If the version field semantics stay unaltered and the field remains required, OAI is going to be less useful (or even useless) for APIs that have different compatibility strategies. The options I feel we're left with that can still fix the issue are:

1. Change the version field semantics to apply to the API description document instead of the API itself.
2. Rename the field to revision and make it apply to the API description document instead of the API itself.
3. Keep the version field semantics as is, but make the field optional.

Of these options, I would prefer the two first, since having a version number for the API description document is valuable regardless of what compatibility strategy you employ.

@asbjornu You bring up a distinction that I've never considered before. I like to think of the OpenAPI definition as the "interface" and the API on the backend as the "implementation". The Version property is the version of the "interface". I would never consider exposing to consumers the version of the "implementation", that just seems unnecessary and confusing.

Perhaps a solution to this problem is to make it clearer in the specification that the version property is an identifier for definition of the API. Unless of course I am wrong about that.

@webron Regarding tooling, even with some elaboration of version semantics, tools could improve the compatibility story. It would provide additional information for static analysis of the definition.

For example, semver has pretty well-defined rules about what constitutes which level of version rev. An OAI authoring tool could easily inform a user if a change they were making warranted a major, minor, or patch revision. Similarly, consumption of an OAI spec gives you machine-actionable information about whether compatibility is expected. You can only do that if you know the rules and semantics of the scheme being used.
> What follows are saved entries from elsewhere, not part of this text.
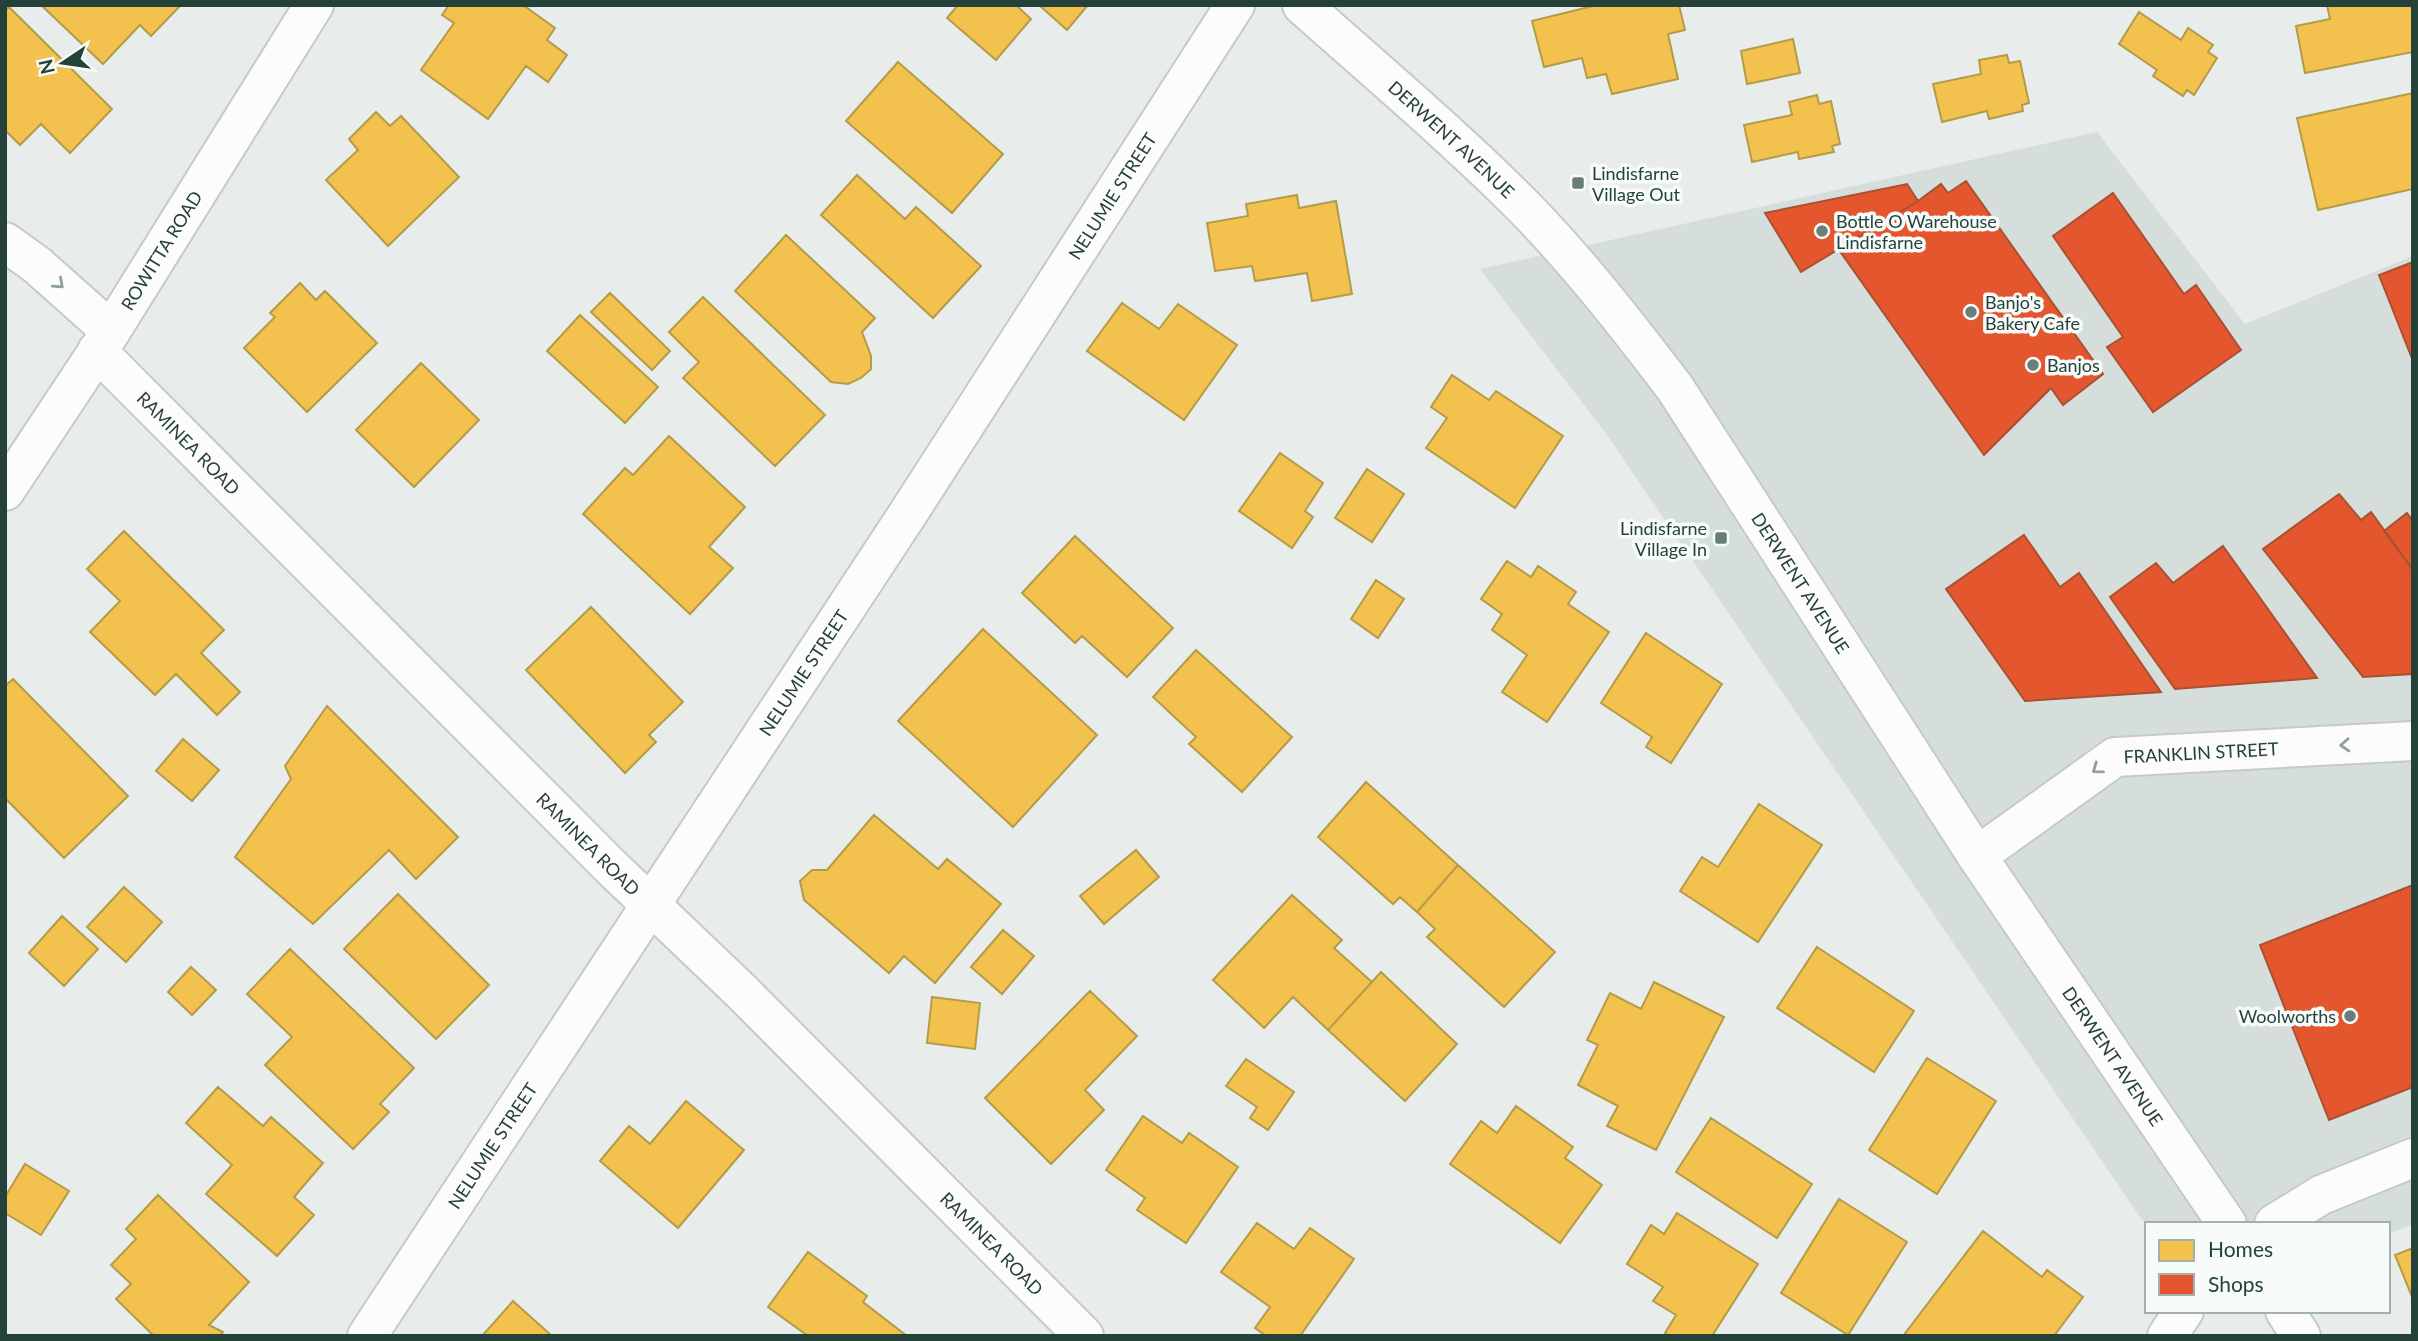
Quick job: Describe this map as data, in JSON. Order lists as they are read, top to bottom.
{
  "streets": {
    "street": [
      "DERWENT AVENUE",
      "NELUMIE STREET",
      "ROWITTA ROAD",
      "RAMINEA ROAD",
      "FRANKLIN STREET"
    ]
  },
  "crossings": [
    ["DERWENT AVENUE", "FRANKLIN STREET"],
    ["NELUMIE STREET", "RAMINEA ROAD"],
    ["ROWITTA ROAD", "RAMINEA ROAD"]
  ],
  "one_way": ["FRANKLIN STREET"],
  "places": {
    "transit": ["Lindisfarne Village Out", "Lindisfarne Village In"],
    "other": [
      "Bottle O Warehouse Lindisfarne",
      "Banjo's Bakery Cafe",
      "Banjos",
      "Woolworths"
    ]
  },
  "legend": ["Homes", "Shops"],
  "north": "left"
}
For non-versioning approaches or approaches that need versioning at different levels (see the "hypermedia" ideas above), it lets the tool enforce change management at the appropriate level and in the appropriate way.

@darrelmiller:

You bring up a distinction that I've never considered before.

I'm glad you see it, because it is an important distinction, I think. 😃

I like to think of the OpenAPI definition as the "interface" and the API on the backend as the "implementation". The Version property is the version of the "interface".

That's not how I interpret it.

I would never consider exposing to consumers the version of the "implementation", that just seems unnecessary and confusing.

That's how most people implement versioning in "Web" APIs today; by plunging a version number into the URI of all of the resources. That is most definitely the "implementation" and not the "interface". By not being explicit about this, I strongly believe implementers are going to equal these two concepts and use the same version number in OAI as they do in their URIs.

Perhaps a solution to this problem is to make it clearer in the specification that the version property is an identifier for definition of the API. Unless of course I am wrong about that.

Being explicit is good and important. Choosing the right words and semantics also is. To avoid having to redefine 50 years of existing baggage in the software industry related to the term "version", I think "revision" might be better. Being explicit that it applies to the "interface", "definition" or "description", however you choose to word it, would also help.

Explaining that the version property applies to the physical OAI document itself and not the API implementation, is an important distinction that I'm not sure everyone here agrees on and that I'm certain most people reading the specification is going to misunderstand.

We've modified the wording of the version property, but decided not to extend it with compatibility and such.

That's much better. Thank you. Do you know how the reference tool implementations will use it?

If I found the right document, that's much better indeed. Here's the new wording I found:

Required. The version of the API definition (which is distinct from the OpenAPI specification version or the API implementation version).